This script allows users of Google Search Console (GSC) to extract all the different reports from the Index Coverage report section of the platform and the Sitemap Coverage report section. I wrote a blog post about why I built this script.
The script uses the ECMAScript modules import/export syntax so double check that you are above version 20 to run the script.
# Check Node version
node -v
After downloading/cloning the repo, install the necessary modules to run the script.
npm install
After that you can run the script with npm start command from your terminal.
npm start
You will get a prompt message in your terminal asking for your Google Account email address and your password. This is to login automatically through the headless browser.

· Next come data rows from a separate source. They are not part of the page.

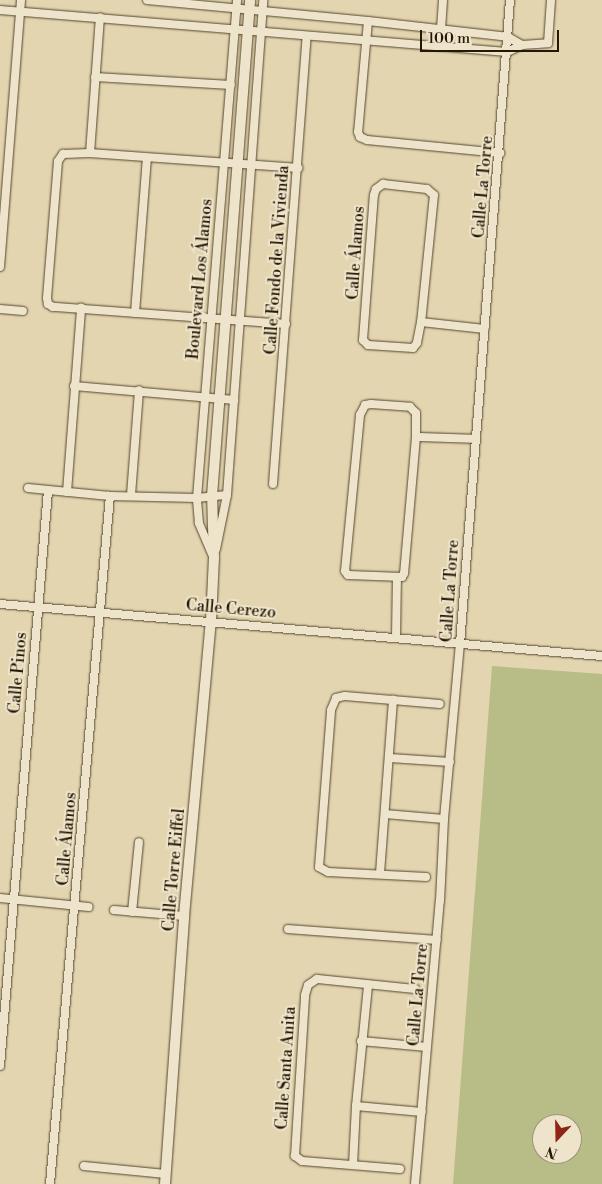 <!DOCTYPE html>
<meta charset="utf-8">
<style>
body{margin:0}
#map{position:relative;width:602px;height:1184px;overflow:hidden;background:#e3d5af;font-family:"Libre Bodoni",serif}
div>[style]{position:absolute}
[style*='--x']{left:calc(var(--x)*1px);top:calc(var(--y)*1px);width:calc(var(--w)*1px);rotate:calc(var(--a)*1deg)}
.green>*{inset:0;background:#b8bc87}
.roads{filter:drop-shadow(0 0 1px #55462e) drop-shadow(0 0 1px #55462e)}
.minor>*{height:8px;margin:-4px;padding:0 4px;transform-origin:4px;border-radius:4px;background:#ede4cb}
.tertiary>*{height:10px;margin:-5px;padding:0 5px;transform-origin:5px;border-radius:5px;background:#ede4cb}
span{translate:-50% -50%;white-space:nowrap;text-align:center;line-height:1.15;-webkit-text-stroke:4px #ede4cb;paint-order:stroke}
.street-label{font-size:16px;color:#261703}
.north{position:absolute;left:532px;top:1114px;width:50px;height:50px;box-sizing:border-box;background:#ede4cb;border:1px solid #9d927b;border-radius:50%;rotate:201deg;font-size:14px;font-weight:700;line-height:20px;text-align:center;color:#261703}
.north::after{content:'';display:block;margin:auto;width:18px;height:22px;background:#8f2418;clip-path:polygon(50% 0,100% 100%,50% 72%,0 100%)}
.scale{position:absolute;left:420px;top:30px;width:139px;height:22px;box-sizing:border-box;border:2px solid #261703;border-top:0;padding-left:6px;font-size:15px;line-height:18px;white-space:nowrap;color:#261703;-webkit-text-stroke:4px #ede4cb;paint-order:stroke}
</style>
<div id="map">
<div class="green">
<i style="clip-path:polygon(evenodd,492px 666px,602px 674px,602px 1184px,453px 1184px,492px 666px,542px 1124px,572px 1124px,572px 1154px,542px 1154px,542px 1124px)"></i>
</div>
<div class="roads">
<div class="minor">
<i style="--x:147;--y:0;--w:222;--a:5.4"></i>
<i style="--x:368;--y:21;--w:141;--a:6.5"></i>
<i style="--x:508;--y:37;--w:16;--a:30"></i>
<i style="--x:0;--y:10;--w:509;--a:4.74"></i>
<i style="--x:507;--y:52;--w:17;--a:-25"></i>
<i style="--x:522;--y:45;--w:26;--a:-4"></i>
<i style="--x:548;--y:43;--w:43;--a:-86"></i>
<i style="--x:368;--y:21;--w:111;--a:95.1"></i>
<i style="--x:358;--y:132;--w:5;--a:68"></i>
<i style="--x:360;--y:137;--w:8;--a:23"></i>
<i style="--x:367;--y:140;--w:134;--a:5.6"></i>
<i style="--x:441;--y:29;--w:29;--a:-86"></i>
<i style="--x:95;--y:77;--w:136;--a:3.4"></i>
<i style="--x:90;--y:153;--w:136;--a:-85.8"></i>
<i style="--x:383;--y:184;--w:44;--a:6.5"></i>
<i style="--x:427;--y:189;--w:9;--a:41"></i>
<i style="--x:434;--y:195;--w:128;--a:95.8"></i>
<i style="--x:421;--y:322;--w:21;--a:101"></i>
<i style="--x:417;--y:343;--w:6;--a:129"></i>
<i style="--x:413;--y:348;--w:45;--a:-176.2"></i>
<i style="--x:368;--y:345;--w:7;--a:-135"></i>
<i style="--x:363;--y:340;--w:145;--a:-85.7"></i>
<i style="--x:374;--y:195;--w:6;--a:-72"></i>
<i style="--x:376;--y:189;--w:9;--a:-36"></i>
<i style="--x:0;--y:267;--w:268;--a:-85.5"></i>
<i style="--x:0;--y:309;--w:23;--a:5"></i>
<i style="--x:135;--y:313;--w:155;--a:-85.6"></i>
<i style="--x:421;--y:322;--w:64;--a:6.2"></i>
<i style="--x:286;--y:324;--w:234;--a:-175.8"></i>
<i style="--x:53;--y:307;--w:6;--a:-149"></i>
<i style="--x:48;--y:304;--w:6;--a:-99"></i>
<i style="--x:47;--y:298;--w:137;--a:-85.4"></i>
<i style="--x:58;--y:161;--w:9;--a:-54"></i>
<i style="--x:63;--y:154;--w:27;--a:-2"></i>
<i style="--x:90;--y:153;--w:209;--a:4.1"></i>
<i style="--x:74;--y:386;--w:161;--a:5"></i>
<i style="--x:371;--y:404;--w:39;--a:4"></i>
<i style="--x:410;--y:407;--w:8;--a:45"></i>
<i style="--x:416;--y:413;--w:24;--a:90"></i>
<i style="--x:416;--y:437;--w:137;--a:95"></i>
<i style="--x:404;--y:573;--w:4;--a:117"></i>
<i style="--x:402;--y:577;--w:54;--a:-177.9"></i>
<i style="--x:348;--y:575;--w:5;--a:-127"></i>
<i style="--x:345;--y:571;--w:157;--a:-84.5"></i>
<i style="--x:360;--y:415;--w:11;--a:-63"></i>
<i style="--x:365;--y:405;--w:6;--a:-9"></i>
<i style="--x:416;--y:437;--w:59;--a:1.9"></i>
<i style="--x:273;--y:484;--w:448;--a:-85.7"></i>
<i style="--x:28;--y:488;--w:82;--a:5.6"></i>
<i style="--x:110;--y:496;--w:87;--a:1.3"></i>
<i style="--x:197;--y:498;--w:30;--a:-6"></i>
<i style="--x:67;--y:492;--w:185;--a:-85.6"></i>
<i style="--x:131;--y:495;--w:105;--a:-85.6"></i>
<i style="--x:216;--y:549;--w:55;--a:-78.5"></i>
<i style="--x:227;--y:495;--w:496;--a:-85.8"></i>
<i style="--x:212;--y:554;--w:34;--a:-113"></i>
<i style="--x:199;--y:523;--w:25;--a:-95"></i>
<i style="--x:197;--y:498;--w:500;--a:-85.4"></i>
<i style="--x:0;--y:604;--w:604;--a:4.94"></i>
<i style="--x:396;--y:638;--w:61;--a:-89.1"></i>
<i style="--x:390;--y:758;--w:60;--a:3.8"></i>
<i style="--x:385;--y:814;--w:59;--a:4.8"></i>
<i style="--x:380;--y:873;--w:174;--a:-85.7"></i>
<i style="--x:426;--y:877;--w:98;--a:-177.1"></i>
<i style="--x:328;--y:872;--w:10;--a:-151"></i>
<i style="--x:319;--y:867;--w:157;--a:-85.6"></i>
<i style="--x:331;--y:710;--w:13;--a:-67"></i>
<i style="--x:336;--y:698;--w:9;--a:-13"></i>
<i style="--x:345;--y:696;--w:95;--a:4.8"></i>
<i style="--x:0;--y:898;--w:89;--a:5.8"></i>
<i style="--x:114;--y:910;--w:70;--a:4.9"></i>
<i style="--x:132;--y:912;--w:70;--a:-84.3"></i>
<i style="--x:288;--y:929;--w:149;--a:4.2"></i>
<i style="--x:361;--y:1041;--w:66;--a:5.2"></i>
<i style="--x:0;--y:1066;--w:577;--a:-85.23"></i>
<i style="--x:356;--y:1106;--w:66;--a:5.2"></i>
<i style="--x:353;--y:1165;--w:59;--a:-87.1"></i>
<i style="--x:356;--y:1106;--w:122;--a:-84.3"></i>
<i style="--x:84;--y:1166;--w:82;--a:5.6"></i>
<i style="--x:400;--y:1169;--w:98;--a:-175.3"></i>
<i style="--x:302;--y:1161;--w:9;--a:-144"></i>
<i style="--x:295;--y:1156;--w:161;--a:-86.4"></i>
<i style="--x:305;--y:995;--w:10;--a:-73"></i>
<i style="--x:308;--y:985;--w:11;--a:-34"></i>
<i style="--x:317;--y:979;--w:99;--a:5.8"></i>
<i style="--x:50;--y:1184;--w:691;--a:-85.02"></i>
<i style="--x:415;--y:1184;--w:284;--a:-85"></i>
<i style="--x:440;--y:901;--w:82;--a:-87.2"></i>
<i style="--x:444;--y:819;--w:176;--a:-84.8"></i>
<i style="--x:460;--y:644;--w:646;--a:-85.56"></i>
</div>
<div class="tertiary">
<i style="--x:165;--y:1184;--w:269;--a:-85.9"></i>
<i style="--x:184;--y:916;--w:296;--a:-84.8"></i>
<i style="--x:211;--y:621;--w:63;--a:-87.3"></i>
<i style="--x:214;--y:558;--w:62;--a:-91.8"></i>
<i style="--x:212;--y:496;--w:497;--a:-85.6"></i>
</div>
</div>
<div class="street-label">
<span style="left:483px;top:187px;rotate:-85deg">Calle La Torre</span>
<span style="left:356px;top:253px;rotate:-86deg">Calle Álamos</span>
<span style="left:277px;top:260px;rotate:-86deg">Calle Fondo de la Vivienda</span>
<span style="left:200px;top:279px;rotate:-85deg">Boulevard Los Álamos</span>
<span style="left:450px;top:591px;rotate:-86deg">Calle La Torre</span>
<span style="left:231px;top:609px;rotate:5deg">Calle Cerezo</span>
<span style="left:18px;top:673px;rotate:-85deg">Calle Pinos</span>
<span style="left:67px;top:839px;rotate:-85deg">Calle Álamos</span>
<span style="left:174px;top:870px;rotate:-85deg">Calle Torre Eiffel</span>
<span style="left:418px;top:995px;rotate:-85deg">Calle La Torre</span>
<span style="left:286px;top:1068px;rotate:-86deg">Calle Santa Anita</span>
</div>
<div class="north">N</div>
<div class="scale">100 m</div>
</div>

If you have 2-step Verification enabled it will prompt a warning message and wait for 30 seconds to give the user time to verify access through one of your devices.
Once verified and logged in, the script will extract all the list of GSC properties present in your account. At this point you will have to choose which properties you would like to extract data from.
Select one or multiple properties using the spacebar. Move up and down using the arrow keys.
When this is done, your will see the processing messages in your terminal while the script runs.
The script will create a "index-results_${date}.xlsx" Excel file. The file will contain 1 summary tab with the number of Indexed URLs per property when you choose more than 1 property and up to 4 tabs per property including:
- A summary of the index coverage extraction of the property.
- The individual URLs extracted from the Coverage section.
- A summary of the index coverage extraction from the Sitemap section.
- The individual URLs extracted from the Sitemap section.
The "sitename_COV" tab and the "coverage.csv" file will contain all the URLs that have been extracted from each individual coverage report. If you have requested a domain property the tab in Excel and the CSV will be precded by DOM.
The "sitename_SUM" tab and the "summary.csv" file will contain the amount of urls per report that have been extracted, the total number that GSC reports in the user interface (either the same or higher) and an "extraction ratio" which is a division between the URLs extracted and the total number of URLs reported by GSC.
This is useful because GSC has an export limit of 1000 rows per report. Hence, the "extraction ratio" may be small compared to the total amount of total URLs within a specific report.
The "sitename_MAPS" tab and the "sitemap.csv" file will contain all the URLs that have been extracted from each individual sitemap coverage report.
The "sitename_SUM_MAPS" tab and the "sum-sitemap.csv" file will contain a summary of the top-level coverage numbers per sitemap reported by GSC.
You can choose to fill in the credentials.js
file with your email and password to avoid adding them in the terminal during the running of the script.
Verified GSC properties can be added in the credentials.js
file. You can add them as a single string for only 1 property OR as an array for multiple properties.
Remember that if you want to extract data from a Domain Property you should add sc-domain:
in front of the domain (sc-domain:yourdomain.com).
// Single property
const site = 'https://yoursite.com/';
// OR Multiple properties
const site = ['https://yoursite.com/', 'sc-domain:yourdomain.com'];
After your first login using the tool a cookies.json
file will be created to avoid the log in process multiple times. If you use multiple accounts remember to delete this file.
In some cases you might want to see how the browser automation is happenning in real-time. For that, you can change the headless
variable.
// Change to false to see the automation
const headless = false;
Since each GSC property can contain many sitemaps and this can take more time, you can choose wether you would like to extract sitemap coverage data or not.
// Change to false to prevent the script from extracting sitemap coverage data
const sitemapExtract = false;
The script extracts the "Latest updated" dates that GSC provides. Hence the date can be in two different formats: American date (mm/dd/yyyy) and European date (dd/mm/yyyy). Therefore there is an option to set which date format you would like the script to output the dates:
The default setting assumes your property shows the dates in European date format (dd/mm/yyyy). If your GSC property shows the dates in American date format then you would need to change americanDate = true
. Also if your property is in American date format but you'd like to change it to European date format you can do that by changing americanDateChange = true
.
A big difference in this version is that it will only extract the reports that are available instead of looping through all the coverage reports GSC offers (old report-types.js
). This minimises the amount of requests to Google Search Console tot he absolute minimum required.
- All Indexed URLs
- Indexed, though blocked by robots.txt
- Page indexed without content
- Excluded by ‘noindex’ tag
- Blocked by page removal tool
- Blocked by robots.txt
- Blocked due to unauthorized request (401)
- Crawled - currently not indexed
- Discovered - currently not indexed
- Alternate page with proper canonical tag
- Duplicate without user-selected canonical
- Duplicate, Google chose different canonical than user
- Not found (404)
- Page with redirect
- Soft 404
- Duplicate, submitted URL not selected as canonical
- Blocked due to access forbidden (403)
- Blocked due to other 4xx issue
- Server error (5xx)
- Redirect error
- Submitted URL blocked by robots.txt
- Submitted URL marked ‘noindex’
- Submitted URL seems to be a Soft 404
- Submitted URL has crawl issue
- Submitted URL not found (404)
- Submitted URL returned 403
- Submitted URL returns unauthorized request (401)
- Submitted URL blocked due to other 4xx issue